Many attempts were made to reach the Philippines after Magellan. Villalobos reached it but left immediately after. Miguel Lopez de Legazpi arrived in 1565 and stayed to become the Philippines’ first governor (Legazpi was pretty old, for an explorer: he was in his 50s. His nickname was El Adelantado)
Legazpi had his two grandsons with him, both teenagers. One, Felipe de Salcedo, 18, became captain of Legazpi’s flagship, the San Pedro, on the vuelta.
What an incredible feat. Truly. And such courage for an 18-year-old. They almost didn’t make it.

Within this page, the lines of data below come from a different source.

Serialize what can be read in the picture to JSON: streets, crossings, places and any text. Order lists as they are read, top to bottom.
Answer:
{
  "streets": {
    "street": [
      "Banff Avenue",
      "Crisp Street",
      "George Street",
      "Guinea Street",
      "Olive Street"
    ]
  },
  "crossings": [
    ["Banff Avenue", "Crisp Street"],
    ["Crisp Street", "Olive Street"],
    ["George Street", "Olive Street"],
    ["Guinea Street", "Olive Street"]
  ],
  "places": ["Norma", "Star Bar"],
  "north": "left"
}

His younger brother, Juan de Salcedo, 17, stayed and made a home for himself in what is now the province of Vigan. His grandfather died a year after arrival in the Philippines, but Juan de Salcedo spent the rest of his life there, even bringing his widowed mother and his sister to the islands! (These Salcedo women must have been made of very stern stuff: the trans-Pacific crossing, in the sixteenth century, was no walk in the park)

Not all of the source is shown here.